Gli astronomi che utilizzano il James Webb Space Telescope (JWST) della NASA hanno prodotto la mappa più dettagliata mai realizzata della rete cosmica - la vasta struttura scheletrica che collega le galassie attraverso l'universo. Guidati da ricercatori dell'Università della California, Riverside, il team ha tracciato questa impalcatura intergalattica fino a quando l'universo aveva un vivace miliardo di anni, dimostrando che anche l'architettura cosmica beneficia di una buona ristrutturazione.

La rete cosmica, per i non iniziati, è la spina dorsale strutturale dell'universo: filamenti e fogli di materia oscura e gas che circondano enormi vuoti per lo più vuoti. Pensatela come la versione dell'universo di una ragnatela, tranne che i ragni sono galassie e la seta è materia oscura invisibile. I risultati, pubblicati su The Astrophysical Journal, si basano su COSMOS-Web, il più grande sondaggio JWST fino ad oggi, che ha studiato come le galassie si sono disposte all'interno di questa rete nel corso di 13,7 miliardi di anni di storia cosmica.

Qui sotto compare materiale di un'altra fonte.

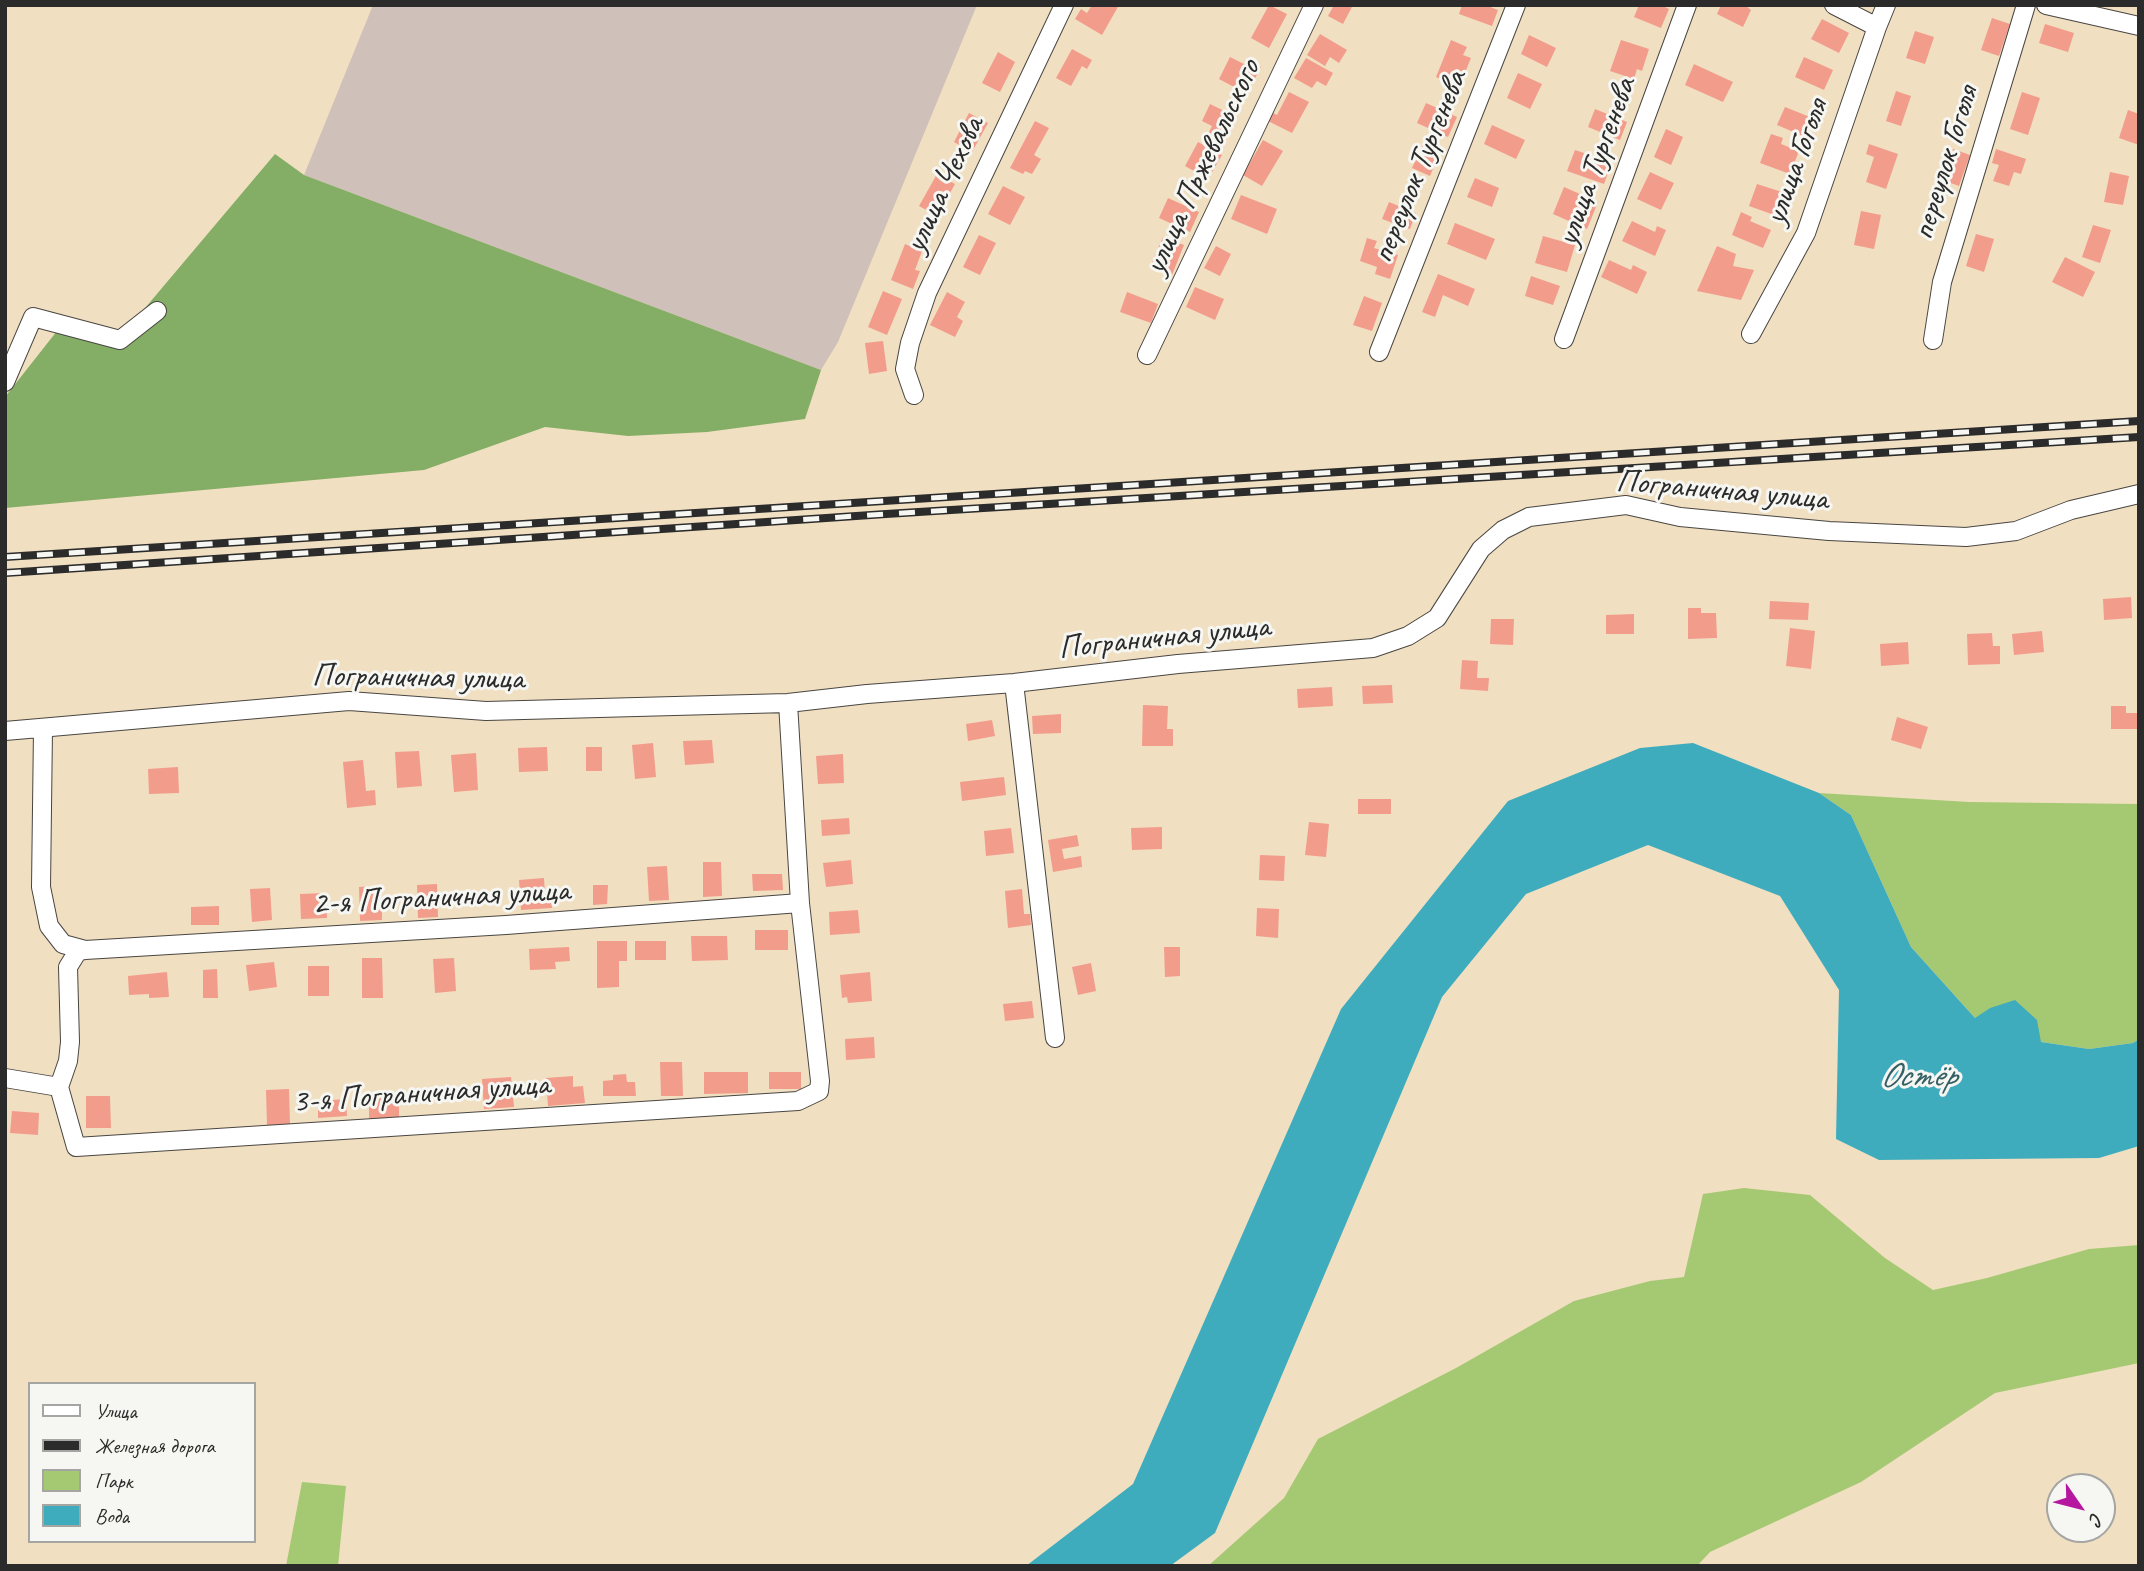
<!DOCTYPE html>
<html>
<head>
<meta charset="utf-8">
<style>
	body { margin:0 }
	#map { position:relative; width:2144px; height:1571px; overflow:hidden; background:#f1dfc1; font-family:Caveat,sans-serif }
	canvas { display:block }
	.frame { position:absolute; inset:0; border:7px solid #2b2b2b; pointer-events:none }
	.legend { position:absolute; left:28px; top:1382px; width:228px; height:161px; box-sizing:border-box; background:#f6f6f2; border:2px solid #a5a5a2; margin:0; padding:9px 12px; list-style:none; font-size:21px; color:#2b2b2b }
	.legend li { display:flex; align-items:center; gap:14px; height:35px }
	.legend b { width:35px; border:2px solid #a5a5a2 }
	.north { position:absolute; left:2046px; top:1473px; width:70px; height:70px; box-sizing:border-box; background:#f6f6f2; border:2px solid #a5a5a2; border-radius:50%; rotate:125deg; font-size:19px; font-weight:700; line-height:28px; text-align:center; color:#2b2b2b }
	.north::after { content:''; display:block; margin:auto; width:24px; height:32px; background:#b5179e; clip-path:polygon(50% 0,100% 100%,50% 72%,0 100%) }
</style>
</head>
<body>
<div id="map">
<canvas width="2144" height="1571"></canvas>
<div class="frame"></div>
<ul class="legend">
<li><b style="height:9px;background:#fff"></b>Улица</li>
<li><b style="height:9px;background:#2b2b2b"></b>Железная дорога</li>
<li><b style="height:19px;background:#a5c973"></b>Парк</li>
<li><b style="height:19px;background:#3facbd"></b>Вода</li>
</ul>
<div class="north">С</div>
</div>
<script>
const ctx = document.querySelector('canvas').getContext('2d');
ctx.lineJoin = 'round';
function fillPath(path, color) {
  ctx.fillStyle = color;
  ctx.fill(path, 'evenodd');
}
function poly(rows) {
  const path = new Path2D();
  for (const r of rows) {
    path.moveTo(r[0], r[1]);
    for (let i = 2; i < r.length; i += 2) path.lineTo(r[i], r[i + 1]);
  }
  return path;
}
function trace(path, color, width, dash) {
  ctx.strokeStyle = color;
  ctx.lineWidth = width;
  ctx.lineCap = dash ? 'butt' : 'round';
  ctx.setLineDash(dash || []);
  ctx.stroke(path);
}
function write(font, color, halo, rows, align = 'center') {
  ctx.font = font + ' Caveat,sans-serif';
  ctx.lineWidth = 6;
  ctx.setLineDash([]);
  ctx.textBaseline = 'middle';
  ctx.strokeStyle = halo;
  ctx.fillStyle = color;
  for (const [text, x, y, turn = 0] of rows) {
    ctx.save();
    ctx.translate(x, y);
    ctx.rotate((+turn || 0) * Math.PI / 180);
    ctx.textAlign = isNaN(turn) ? turn : align;
    if (halo) ctx.strokeText(text, 0, 0);
    ctx.fillText(text, 0, 0);
    ctx.restore();
  }
}
const industrial = poly([
	[373,5,977,5,838,342,821,370,304,175]
]);
const green = poly([
	[1819,793,1969,802,2139,804,2139,1039,2133,1043,2089,1049,2041,1042,1990,1008,1976,1019,1911,947,1851,815],
	[1744,1188,1810,1195,1885,1258,1933,1290,1987,1278,2089,1249,2139,1245,2139,1363,1995,1393,1861,1482,1710,1552,1697,1566,1208,1566,1284,1498,1318,1439,1456,1368,1574,1301,1650,1281,1684,1277,1703,1194],
	[302,1482,346,1486,338,1566,286,1566]
]);
const forest = poly([
	[275,154,304,175,821,370,805,419,707,432,628,436,545,427,424,470,5,508,5,397,68,317,124,333]
]);
const water = poly([
	[1693,743,1819,793,1851,815,1911,947,1975,1018,1990,1008,2015,1000,2037,1020,2041,1042,2089,1049,2133,1043,2139,1039,2139,1146,2099,1158,1879,1160,1836,1139,1839,990,1780,896,1648,845,1526,894,1442,997,1215,1533,1170,1566,1026,1566,1133,1484,1341,1009,1508,801,1640,748]
]);
const building = poly([
	[1092,5,1119,5,1102,35,1075,19,1081,9,1087,13],
	[1269,5,1287,14,1269,48,1251,38],
	[1334,5,1353,5,1343,24,1328,16],
	[1462,5,1485,5,1498,10,1492,26,1459,14],
	[1639,5,1661,5,1669,9,1661,28,1634,17],
	[1721,5,1745,5,1751,10,1743,27,1717,14],
	[1992,18,2010,24,1999,56,1981,50],
	[1822,19,1849,33,1839,53,1811,39],
	[2045,24,2074,33,2068,52,2039,43],
	[1915,31,1934,37,1925,64,1906,58],
	[1320,34,1347,50,1339,63,1330,57,1325,66,1307,55],
	[1529,35,1556,48,1547,67,1521,54],
	[1451,40,1467,47,1463,55,1471,58,1459,87,1436,77],
	[1621,40,1649,49,1642,71,1637,69,1634,79,1610,71],
	[1072,49,1092,60,1087,69,1082,66,1071,86,1056,78],
	[998,52,1015,62,1000,92,982,83],
	[1230,57,1246,65,1248,60,1261,67,1247,94,1219,79],
	[1804,57,1833,70,1824,90,1795,77],
	[1306,58,1333,73,1326,86,1317,81,1312,88,1294,78],
	[1694,64,1733,82,1723,102,1685,85],
	[1518,73,1542,84,1530,109,1507,98],
	[1896,91,1911,96,1901,126,1886,121],
	[1289,92,1309,102,1292,133,1268,121,1273,113,1277,115],
	[2022,92,2040,98,2028,135,2010,129],
	[1426,103,1457,117,1448,137,1417,123],
	[1210,104,1237,117,1225,142,1208,134,1212,126,1202,121],
	[1785,107,1810,117,1803,136,1777,125],
	[1595,109,1627,122,1620,140,1588,127],
	[2128,110,2139,114,2139,145,2119,138],
	[969,113,988,123,972,152,954,142],
	[1035,121,1049,128,1034,155,1041,159,1032,174,1025,171,1023,174,1010,168],
	[1492,125,1525,140,1516,159,1484,144],
	[1666,129,1683,137,1671,165,1654,157],
	[1771,134,1783,138,1781,144,1799,151,1790,174,1760,163],
	[1263,140,1283,151,1262,186,1243,175],
	[1198,142,1222,155,1208,179,1185,166],
	[1424,142,1441,149,1430,176,1412,168],
	[1869,144,1898,154,1886,189,1866,182,1874,157,1866,154],
	[1953,149,1970,155,1959,186,1942,180],
	[1996,149,2026,159,2021,174,2014,172,2009,186,1993,181,1999,165,1992,163],
	[1575,150,1584,153,1583,157,1610,167,1604,184,1567,171],
	[1650,172,1674,183,1661,210,1637,199],
	[2110,172,2129,176,2123,205,2104,202],
	[937,174,955,184,937,216,919,206],
	[1475,178,1499,188,1492,207,1467,197],
	[1757,184,1785,193,1777,216,1749,206],
	[1003,186,1025,197,1010,225,988,214],
	[1564,187,1598,202,1587,229,1553,214],
	[1241,195,1277,209,1267,234,1231,219],
	[1168,198,1199,212,1190,232,1159,218],
	[1389,202,1416,213,1410,229,1382,219],
	[1861,211,1881,215,1874,249,1854,245],
	[1741,212,1752,217,1750,221,1771,230,1763,248,1732,235],
	[1632,221,1655,232,1657,226,1666,230,1655,256,1622,241],
	[1455,223,1495,239,1486,260,1447,244],
	[2093,225,2111,230,2100,263,2082,257],
	[1976,234,1994,239,1984,272,1966,266],
	[979,235,996,243,980,275,963,267],
	[1543,236,1575,245,1567,272,1535,263],
	[1163,237,1184,245,1172,275,1150,267],
	[1367,238,1377,241,1374,248,1398,255,1390,279,1375,274,1377,267,1360,261],
	[905,244,922,251,915,270,920,271,913,289,891,280],
	[1216,246,1231,254,1220,276,1204,268],
	[1717,246,1736,254,1733,266,1754,270,1741,300,1697,291],
	[2065,257,2095,272,2083,297,2052,282],
	[1609,260,1631,270,1633,265,1647,272,1637,294,1601,277],
	[1438,274,1475,289,1468,306,1443,295,1435,317,1422,312],
	[1531,276,1560,286,1553,305,1525,296],
	[1195,287,1224,299,1215,320,1186,307],
	[883,291,902,299,887,335,868,327],
	[947,292,965,302,957,317,963,321,955,337,930,325],
	[1127,292,1158,304,1151,323,1120,312],
	[1364,296,1382,303,1372,331,1353,325],
	[883,341,887,371,869,374,865,343],
	[2131,597,2132,618,2104,620,2103,599],
	[1770,601,1809,603,1808,620,1769,619],
	[1688,608,1701,608,1701,613,1716,613,1717,638,1688,639],
	[1634,614,1634,634,1606,634,1606,615],
	[1491,619,1514,619,1513,645,1490,644],
	[1790,628,1815,631,1811,669,1786,666],
	[2042,631,2044,652,2014,655,2012,634],
	[1992,633,1993,646,2000,646,2000,664,1968,665,1967,634],
	[1908,642,1909,664,1881,666,1880,644],
	[1462,660,1478,661,1477,678,1489,678,1488,691,1460,689],
	[1392,685,1393,703,1363,704,1362,686],
	[1332,687,1333,706,1298,708,1297,689],
	[1143,705,1168,706,1167,729,1173,729,1173,746,1142,746],
	[2111,706,2126,706,2126,713,2139,713,2139,729,2111,729],
	[1061,714,1061,733,1033,734,1032,716],
	[1897,717,1928,727,1921,749,1891,740],
	[992,720,995,736,968,741,966,724],
	[712,740,714,763,685,765,683,741],
	[653,743,656,777,635,779,632,745],
	[547,747,548,771,519,772,518,748],
	[586,747,602,747,602,771,586,771],
	[419,751,422,786,397,788,395,752],
	[476,753,478,790,454,792,451,755],
	[843,754,844,783,818,784,816,756],
	[363,760,366,791,375,790,376,805,347,808,343,762],
	[178,767,179,793,149,794,148,769],
	[1004,777,1006,795,962,801,960,782],
	[1358,799,1391,799,1391,814,1358,814],
	[849,818,850,834,822,836,821,820],
	[1309,822,1329,824,1326,857,1305,855],
	[1162,827,1162,849,1132,850,1131,828],
	[1011,828,1014,853,986,856,984,831],
	[1077,835,1079,846,1062,849,1064,859,1081,856,1082,867,1053,872,1048,840],
	[1260,855,1285,856,1284,881,1259,880],
	[851,860,853,884,826,887,823,863],
	[703,862,721,862,722,896,703,897],
	[667,866,669,900,649,901,647,867],
	[752,874,782,874,783,890,753,891],
	[544,878,545,896,551,895,552,908,521,910,519,880],
	[437,884,438,917,418,918,417,885],
	[593,885,608,885,607,904,593,905],
	[375,886,376,903,382,903,382,920,360,921,359,887],
	[270,888,272,920,252,922,250,889],
	[1022,889,1024,914,1030,914,1031,925,1008,928,1005,891],
	[326,893,327,918,301,919,300,894],
	[219,906,219,925,191,925,191,907],
	[1257,908,1279,909,1278,938,1256,936],
	[858,910,860,933,830,935,829,912],
	[755,930,788,930,788,950,755,950],
	[691,936,727,936,728,960,692,961],
	[597,941,627,941,627,961,619,961,619,987,597,988],
	[635,941,666,941,666,960,635,960],
	[569,947,570,961,555,962,556,969,530,970,529,949],
	[1164,947,1180,947,1180,976,1165,977],
	[362,958,382,958,383,998,362,998],
	[454,958,456,991,435,993,433,959],
	[274,962,277,987,249,991,246,965],
	[1091,963,1096,991,1078,995,1072,967],
	[308,966,329,966,329,996,308,996],
	[217,969,218,998,203,998,203,970],
	[167,972,169,997,149,998,149,994,129,995,128,976],
	[870,972,872,1001,848,1003,847,997,842,998,840,975],
	[1032,1001,1034,1018,1005,1021,1003,1004],
	[874,1037,875,1058,846,1060,845,1039],
	[660,1062,682,1062,683,1096,661,1096],
	[704,1072,748,1072,748,1093,704,1094],
	[769,1072,801,1072,801,1089,769,1089],
	[626,1074,627,1082,635,1082,636,1096,603,1096,603,1081,613,1080,613,1075],
	[573,1076,573,1087,583,1086,585,1103,548,1106,546,1078],
	[511,1077,514,1107,484,1109,482,1079],
	[289,1089,290,1125,267,1126,266,1090],
	[86,1096,110,1096,111,1128,86,1128],
	[369,1096,399,1096,399,1119,369,1120],
	[346,1099,347,1116,318,1118,318,1101],
	[12,1111,39,1113,38,1135,10,1133]
]);
const minor = poly([
	[1834,5,1877,27],
	[2046,5,2139,26],
	[1751,334,1806,233,1877,27,1886,5],
	[1564,339,1687,5],
	[1933,340,1942,282,2026,5],
	[1379,352,1516,5],
	[1147,355,1314,5],
	[5,382,33,317,120,340,157,311],
	[914,395,905,369,910,343,927,293,1064,5],
	[1014,683,1055,1038],
	[43,729,41,887,49,926,63,944,85,950,506,925,800,903],
	[5,731,349,701,486,711,788,703,867,694,1014,683,1178,664,1373,648,1408,636,1437,618,1481,549,1503,530,1529,517,1626,505,1680,517,1829,531,1966,537,2016,531,2071,510,2139,494],
	[5,1078,59,1087],
	[59,1087,76,1147,798,1101,819,1091,820,1081,800,903,788,703],
	[59,1087,68,1061,70,1042,68,967,78,951,85,950]
]);
const rail = poly([
	[5,557,2139,421],
	[5,573,886,514,2139,437]
]);
const streetNames = [
	["улица Тургенева",1597,162,-70],
	["улица Гоголя",1797,162,-70],
	["переулок Гоголя",1946,163,-73],
	["улица Пржевальского",1203,167,-65],
	["переулок Тургенева",1420,167,-68],
	["улица Чехова",945,185,-65],
	["Пограничная улица",1722,491,5],
	["Пограничная улица",1164,638,-6],
	["Пограничная улица",418,678,1],
	["2-я Пограничная улица",441,898,-3],
	["3-я Пограничная улица",421,1094,-4]
];
const waterNames = [
	["Остёр",1918,1077]
];
fillPath(industrial, '#cfc0ba');
fillPath(green, '#a5c973');
fillPath(forest, '#84ad65');
fillPath(water, '#3facbd');
fillPath(building, '#f29c8c');
trace(minor, '#494642', 20);
trace(minor, '#fff', 18);
trace(rail, '#2b2b2b', 8);
trace(rail, '#f6f6f2', 5, [16]);
write('33px', '#2b2b2b', '#f6f6f2', streetNames);
write('italic 35px', '#335f65', '#f6f6f2', waterNames);
</script>
</body>
</html>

Dal suo lancio nel 2021, JWST ha flesso i suoi muscoli infrarossi, rilevando galassie deboli che i telescopi precedenti potevano solo sognare di vedere. Il sondaggio COSMOS-Web copre una porzione di cielo grande circa tre Lune piene, specificamente progettato per mappare la rete cosmica in tutto il suo splendore. "JWST ha completamente cambiato la nostra visione dell'universo," ha detto Hossein Hatamnia, uno studente laureato alla UCR e autore principale, aggiungendo che per la prima volta possiamo studiare l'evoluzione delle galassie da quando l'universo aveva un miliardo di anni fino all'universo vicino - entro circa 1 miliardo di anni luce dalla Terra. (Un anno luce, per ricordare, è circa 5,88 trilioni di miglia, o approssimativamente la distanza che percorreresti se guidassi senza sosta per un miliardo di anni.)

Bahram Mobasher, un illustre professore alla UCR e consulente di Hatamnia, ha notato che la mappa di JWST rivela molto più delle precedenti osservazioni di Hubble della stessa area. "Quello che sembrava una singola struttura ora si risolve in molte," ha detto Mobasher, implicando che Hubble usava essenzialmente occhiali da lettura mentre JWST ha un esame optometrico completo. I doppi punti di forza del telescopio - rilevare più galassie deboli e misurare le distanze con molta più precisione - permettono di posizionare ogni galassia nella corretta fetta di tempo cosmico, affinando la risoluzione della mappa.

In un raro gesto di generosità scientifica, il team ha rilasciato le mappe della struttura su larga scala al pubblico, incluso un catalogo di 164.000 galassie, la loro densità cosmica e un video che mostra la rete cosmica evolversi nel corso di miliardi di anni. L'articolo, intitolato "Large-Scale Structure in COSMOS-Web: Tracing Galaxy Evolution in the Cosmic Web up to z ∼ 7 with the Largest JWST Survey," ha coinvolto ricercatori da Stati Uniti, Danimarca, Cile, Francia, Finlandia, Svizzera, Giappone, Cina, Germania e Italia. I finanziamenti provenivano dal programma Horizon 2020 dell'Unione Europea, perché anche la struttura dell'universo ha bisogno di sovvenzioni UE per essere mappata correttamente.